Supplied records Block Start
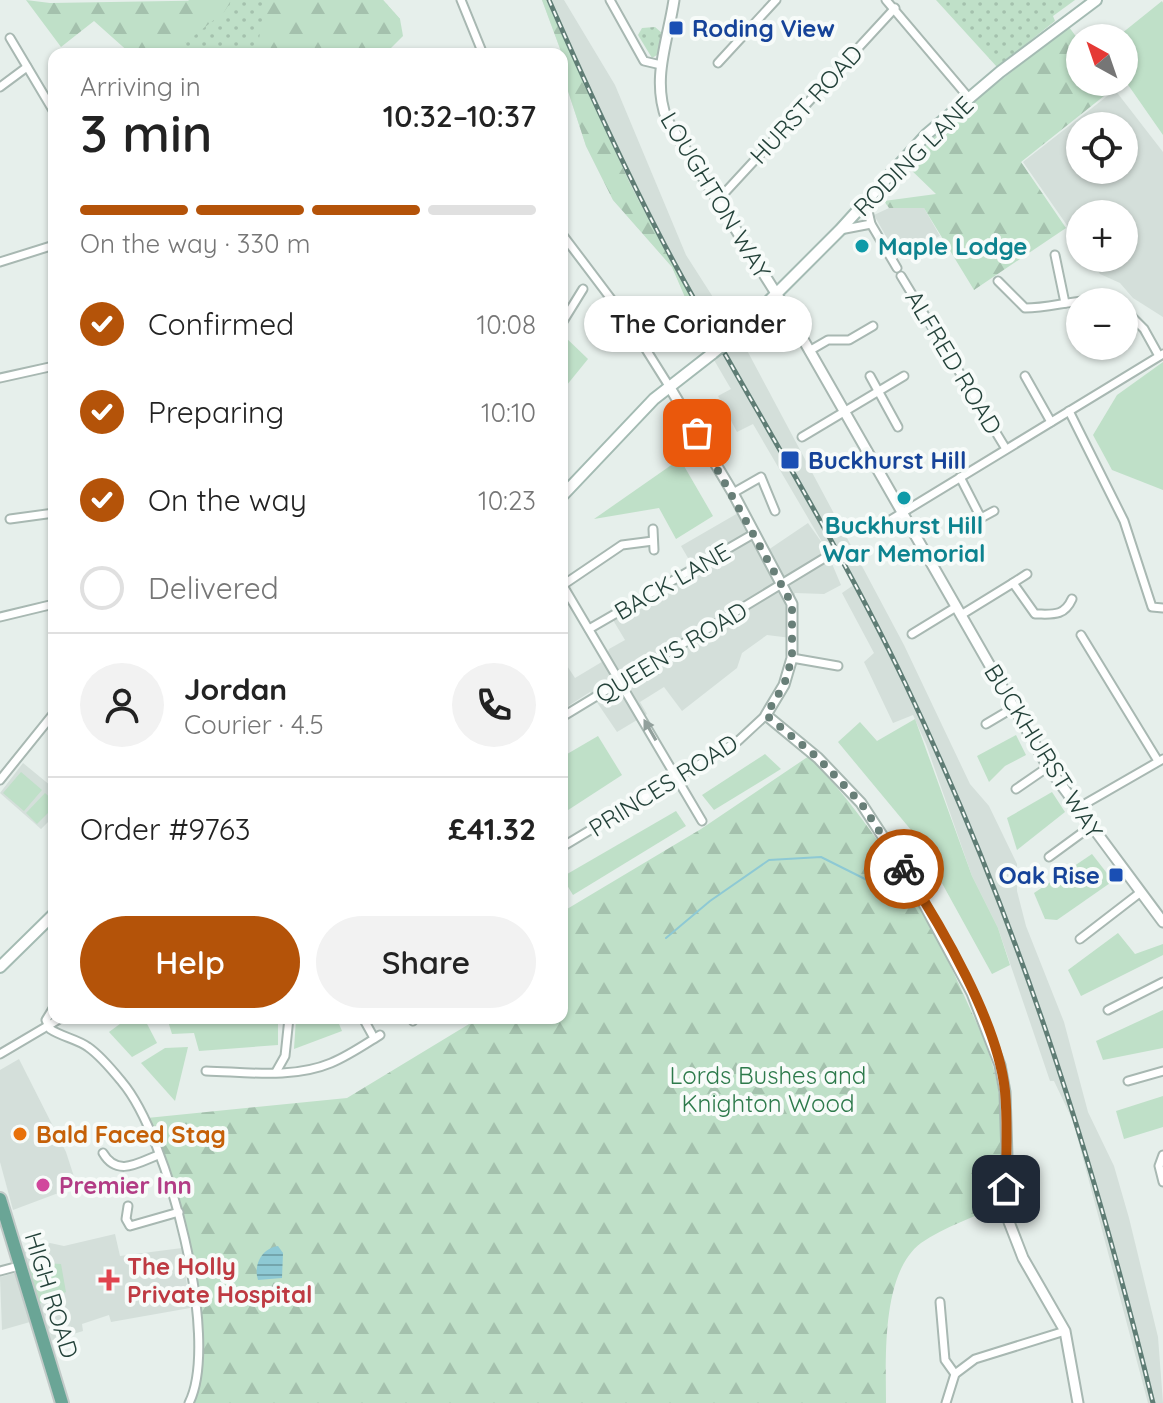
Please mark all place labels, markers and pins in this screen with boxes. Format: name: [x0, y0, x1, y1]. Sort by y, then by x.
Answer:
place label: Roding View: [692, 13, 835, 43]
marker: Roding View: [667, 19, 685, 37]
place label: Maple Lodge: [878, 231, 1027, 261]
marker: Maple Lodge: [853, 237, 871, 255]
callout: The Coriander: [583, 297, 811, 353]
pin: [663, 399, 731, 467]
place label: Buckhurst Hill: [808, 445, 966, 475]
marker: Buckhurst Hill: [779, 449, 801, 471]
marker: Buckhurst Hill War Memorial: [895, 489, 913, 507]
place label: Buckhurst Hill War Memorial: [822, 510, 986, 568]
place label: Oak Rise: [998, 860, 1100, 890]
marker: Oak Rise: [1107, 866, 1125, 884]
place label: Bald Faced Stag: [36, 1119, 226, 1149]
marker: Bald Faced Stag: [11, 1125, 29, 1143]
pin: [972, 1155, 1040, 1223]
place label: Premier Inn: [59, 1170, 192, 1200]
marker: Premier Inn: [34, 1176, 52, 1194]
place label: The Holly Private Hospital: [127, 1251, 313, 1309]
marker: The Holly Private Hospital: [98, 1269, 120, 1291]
Supplied records Block End
Leave the pictures aside and give every entry above again word for word.

**Answer:**
Please mark all place labels, markers and pins in this screen with boxes. Format: name: [x0, y0, x1, y1]. Sort by y, then by x.
Answer:
place label: Roding View: [692, 13, 835, 43]
marker: Roding View: [667, 19, 685, 37]
place label: Maple Lodge: [878, 231, 1027, 261]
marker: Maple Lodge: [853, 237, 871, 255]
callout: The Coriander: [583, 297, 811, 353]
pin: [663, 399, 731, 467]
place label: Buckhurst Hill: [808, 445, 966, 475]
marker: Buckhurst Hill: [779, 449, 801, 471]
marker: Buckhurst Hill War Memorial: [895, 489, 913, 507]
place label: Buckhurst Hill War Memorial: [822, 510, 986, 568]
place label: Oak Rise: [998, 860, 1100, 890]
marker: Oak Rise: [1107, 866, 1125, 884]
place label: Bald Faced Stag: [36, 1119, 226, 1149]
marker: Bald Faced Stag: [11, 1125, 29, 1143]
pin: [972, 1155, 1040, 1223]
place label: Premier Inn: [59, 1170, 192, 1200]
marker: Premier Inn: [34, 1176, 52, 1194]
place label: The Holly Private Hospital: [127, 1251, 313, 1309]
marker: The Holly Private Hospital: [98, 1269, 120, 1291]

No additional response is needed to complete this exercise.